BEGIN Excerpted data

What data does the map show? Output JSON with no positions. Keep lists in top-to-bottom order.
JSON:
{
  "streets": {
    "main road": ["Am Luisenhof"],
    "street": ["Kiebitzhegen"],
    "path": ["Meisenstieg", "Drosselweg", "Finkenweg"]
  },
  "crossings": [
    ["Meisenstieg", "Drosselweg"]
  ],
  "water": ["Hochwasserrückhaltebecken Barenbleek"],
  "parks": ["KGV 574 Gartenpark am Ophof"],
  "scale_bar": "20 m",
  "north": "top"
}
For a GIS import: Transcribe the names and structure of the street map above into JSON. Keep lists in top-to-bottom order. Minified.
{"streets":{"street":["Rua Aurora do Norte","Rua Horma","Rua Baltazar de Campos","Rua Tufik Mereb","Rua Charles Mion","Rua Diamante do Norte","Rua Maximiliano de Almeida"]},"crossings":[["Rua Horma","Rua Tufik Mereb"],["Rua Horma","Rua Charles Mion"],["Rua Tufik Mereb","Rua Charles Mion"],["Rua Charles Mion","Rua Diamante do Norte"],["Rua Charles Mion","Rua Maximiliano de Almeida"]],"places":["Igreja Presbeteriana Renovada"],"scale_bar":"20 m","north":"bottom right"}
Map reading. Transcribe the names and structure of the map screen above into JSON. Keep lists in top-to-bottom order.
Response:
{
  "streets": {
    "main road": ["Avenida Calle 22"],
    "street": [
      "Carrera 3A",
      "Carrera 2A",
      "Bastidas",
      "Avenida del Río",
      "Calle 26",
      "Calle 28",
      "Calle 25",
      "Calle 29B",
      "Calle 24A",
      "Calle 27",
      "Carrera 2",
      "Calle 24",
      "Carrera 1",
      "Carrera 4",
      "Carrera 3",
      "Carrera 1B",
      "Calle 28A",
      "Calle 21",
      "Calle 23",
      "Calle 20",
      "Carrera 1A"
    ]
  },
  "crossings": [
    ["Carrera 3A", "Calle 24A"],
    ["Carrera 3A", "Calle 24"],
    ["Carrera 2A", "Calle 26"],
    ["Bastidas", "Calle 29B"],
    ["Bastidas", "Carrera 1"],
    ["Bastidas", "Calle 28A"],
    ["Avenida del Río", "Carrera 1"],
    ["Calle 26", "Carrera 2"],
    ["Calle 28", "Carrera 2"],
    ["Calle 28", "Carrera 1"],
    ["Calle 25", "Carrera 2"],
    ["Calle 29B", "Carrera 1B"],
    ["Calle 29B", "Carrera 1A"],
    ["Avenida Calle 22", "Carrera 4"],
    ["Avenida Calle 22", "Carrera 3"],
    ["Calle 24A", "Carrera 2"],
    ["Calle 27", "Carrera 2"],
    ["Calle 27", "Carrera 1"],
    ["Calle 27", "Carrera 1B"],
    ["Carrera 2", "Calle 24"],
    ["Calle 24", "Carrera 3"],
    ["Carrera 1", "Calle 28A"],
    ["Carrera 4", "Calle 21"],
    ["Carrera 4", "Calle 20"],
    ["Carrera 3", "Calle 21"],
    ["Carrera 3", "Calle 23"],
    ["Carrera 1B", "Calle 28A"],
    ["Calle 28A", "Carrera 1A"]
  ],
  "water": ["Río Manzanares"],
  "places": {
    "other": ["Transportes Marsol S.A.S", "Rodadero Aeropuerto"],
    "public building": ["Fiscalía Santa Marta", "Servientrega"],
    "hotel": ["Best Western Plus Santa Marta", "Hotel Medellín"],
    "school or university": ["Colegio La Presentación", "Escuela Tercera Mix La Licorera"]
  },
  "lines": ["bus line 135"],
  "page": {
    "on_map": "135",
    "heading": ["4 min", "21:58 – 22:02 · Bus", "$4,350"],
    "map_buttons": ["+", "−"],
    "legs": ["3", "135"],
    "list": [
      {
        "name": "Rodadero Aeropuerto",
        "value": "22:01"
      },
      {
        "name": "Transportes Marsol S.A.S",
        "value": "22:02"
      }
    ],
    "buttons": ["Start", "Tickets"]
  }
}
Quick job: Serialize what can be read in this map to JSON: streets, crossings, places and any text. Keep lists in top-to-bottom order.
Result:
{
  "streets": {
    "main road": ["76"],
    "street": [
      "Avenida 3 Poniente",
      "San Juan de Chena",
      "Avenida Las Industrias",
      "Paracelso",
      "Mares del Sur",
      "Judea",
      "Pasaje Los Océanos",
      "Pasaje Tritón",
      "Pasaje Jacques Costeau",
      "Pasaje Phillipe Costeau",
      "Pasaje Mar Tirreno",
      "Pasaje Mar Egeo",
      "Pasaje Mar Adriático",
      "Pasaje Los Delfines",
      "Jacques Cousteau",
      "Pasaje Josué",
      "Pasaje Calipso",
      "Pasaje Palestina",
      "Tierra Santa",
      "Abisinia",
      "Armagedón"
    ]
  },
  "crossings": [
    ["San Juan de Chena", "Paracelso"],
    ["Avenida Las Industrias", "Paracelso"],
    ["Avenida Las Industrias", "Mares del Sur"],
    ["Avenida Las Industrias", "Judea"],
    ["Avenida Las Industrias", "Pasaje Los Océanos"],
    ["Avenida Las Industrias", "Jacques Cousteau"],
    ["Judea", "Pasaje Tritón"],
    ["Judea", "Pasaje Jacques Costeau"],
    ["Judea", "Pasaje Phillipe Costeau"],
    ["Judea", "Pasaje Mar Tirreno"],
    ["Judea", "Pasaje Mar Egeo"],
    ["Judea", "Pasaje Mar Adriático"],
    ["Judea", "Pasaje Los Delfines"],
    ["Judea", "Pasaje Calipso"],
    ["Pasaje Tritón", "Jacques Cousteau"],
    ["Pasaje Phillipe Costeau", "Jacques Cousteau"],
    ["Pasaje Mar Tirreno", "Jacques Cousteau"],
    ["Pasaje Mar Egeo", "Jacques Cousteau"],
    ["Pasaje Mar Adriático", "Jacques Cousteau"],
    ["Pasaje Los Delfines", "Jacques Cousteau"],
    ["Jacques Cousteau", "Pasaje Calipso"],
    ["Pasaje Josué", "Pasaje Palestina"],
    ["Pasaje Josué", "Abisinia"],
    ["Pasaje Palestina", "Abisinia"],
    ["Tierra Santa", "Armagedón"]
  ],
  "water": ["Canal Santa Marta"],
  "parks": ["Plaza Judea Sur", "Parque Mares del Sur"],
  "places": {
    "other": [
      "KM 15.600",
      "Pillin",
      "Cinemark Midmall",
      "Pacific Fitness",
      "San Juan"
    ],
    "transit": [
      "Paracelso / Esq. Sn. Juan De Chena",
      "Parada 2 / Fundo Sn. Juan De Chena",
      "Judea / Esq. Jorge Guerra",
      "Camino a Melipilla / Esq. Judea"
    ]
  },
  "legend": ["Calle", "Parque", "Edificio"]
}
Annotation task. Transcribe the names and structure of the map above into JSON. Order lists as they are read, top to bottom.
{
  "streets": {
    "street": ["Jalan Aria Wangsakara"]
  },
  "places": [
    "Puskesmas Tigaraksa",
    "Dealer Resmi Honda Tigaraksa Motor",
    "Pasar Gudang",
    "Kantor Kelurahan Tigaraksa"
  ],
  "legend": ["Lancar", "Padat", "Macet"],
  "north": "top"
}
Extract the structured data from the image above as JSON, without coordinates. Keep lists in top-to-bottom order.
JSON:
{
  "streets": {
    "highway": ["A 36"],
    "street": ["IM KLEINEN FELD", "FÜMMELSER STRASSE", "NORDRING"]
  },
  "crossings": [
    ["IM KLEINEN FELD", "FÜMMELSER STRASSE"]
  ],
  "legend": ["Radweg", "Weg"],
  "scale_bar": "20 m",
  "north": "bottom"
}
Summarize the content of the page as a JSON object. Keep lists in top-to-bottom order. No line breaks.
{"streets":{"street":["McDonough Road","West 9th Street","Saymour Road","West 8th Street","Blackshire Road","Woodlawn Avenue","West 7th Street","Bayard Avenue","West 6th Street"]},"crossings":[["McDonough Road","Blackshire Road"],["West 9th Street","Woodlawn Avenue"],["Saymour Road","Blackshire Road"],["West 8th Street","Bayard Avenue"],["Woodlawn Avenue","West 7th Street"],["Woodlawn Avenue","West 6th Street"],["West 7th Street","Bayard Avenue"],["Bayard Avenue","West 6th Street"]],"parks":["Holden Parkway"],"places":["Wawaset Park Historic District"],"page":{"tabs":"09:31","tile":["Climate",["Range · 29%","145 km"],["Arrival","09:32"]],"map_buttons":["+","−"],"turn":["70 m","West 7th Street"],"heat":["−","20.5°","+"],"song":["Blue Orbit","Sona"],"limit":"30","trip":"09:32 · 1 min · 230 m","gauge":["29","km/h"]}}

END Excerpted data

- _Goal of the exercise_: Give back exactly the lines beginning at the one with "Annotation task. Transcribe" and ending at the final line of the material; both boundary lines belong in it.

- _Response to the exercise_:
Annotation task. Transcribe the names and structure of the map above into JSON. Order lists as they are read, top to bottom.
{
  "streets": {
    "street": ["Jalan Aria Wangsakara"]
  },
  "places": [
    "Puskesmas Tigaraksa",
    "Dealer Resmi Honda Tigaraksa Motor",
    "Pasar Gudang",
    "Kantor Kelurahan Tigaraksa"
  ],
  "legend": ["Lancar", "Padat", "Macet"],
  "north": "top"
}
Extract the structured data from the image above as JSON, without coordinates. Keep lists in top-to-bottom order.
JSON:
{
  "streets": {
    "highway": ["A 36"],
    "street": ["IM KLEINEN FELD", "FÜMMELSER STRASSE", "NORDRING"]
  },
  "crossings": [
    ["IM KLEINEN FELD", "FÜMMELSER STRASSE"]
  ],
  "legend": ["Radweg", "Weg"],
  "scale_bar": "20 m",
  "north": "bottom"
}
Summarize the content of the page as a JSON object. Keep lists in top-to-bottom order. No line breaks.
{"streets":{"street":["McDonough Road","West 9th Street","Saymour Road","West 8th Street","Blackshire Road","Woodlawn Avenue","West 7th Street","Bayard Avenue","West 6th Street"]},"crossings":[["McDonough Road","Blackshire Road"],["West 9th Street","Woodlawn Avenue"],["Saymour Road","Blackshire Road"],["West 8th Street","Bayard Avenue"],["Woodlawn Avenue","West 7th Street"],["Woodlawn Avenue","West 6th Street"],["West 7th Street","Bayard Avenue"],["Bayard Avenue","West 6th Street"]],"parks":["Holden Parkway"],"places":["Wawaset Park Historic District"],"page":{"tabs":"09:31","tile":["Climate",["Range · 29%","145 km"],["Arrival","09:32"]],"map_buttons":["+","−"],"turn":["70 m","West 7th Street"],"heat":["−","20.5°","+"],"song":["Blue Orbit","Sona"],"limit":"30","trip":"09:32 · 1 min · 230 m","gauge":["29","km/h"]}}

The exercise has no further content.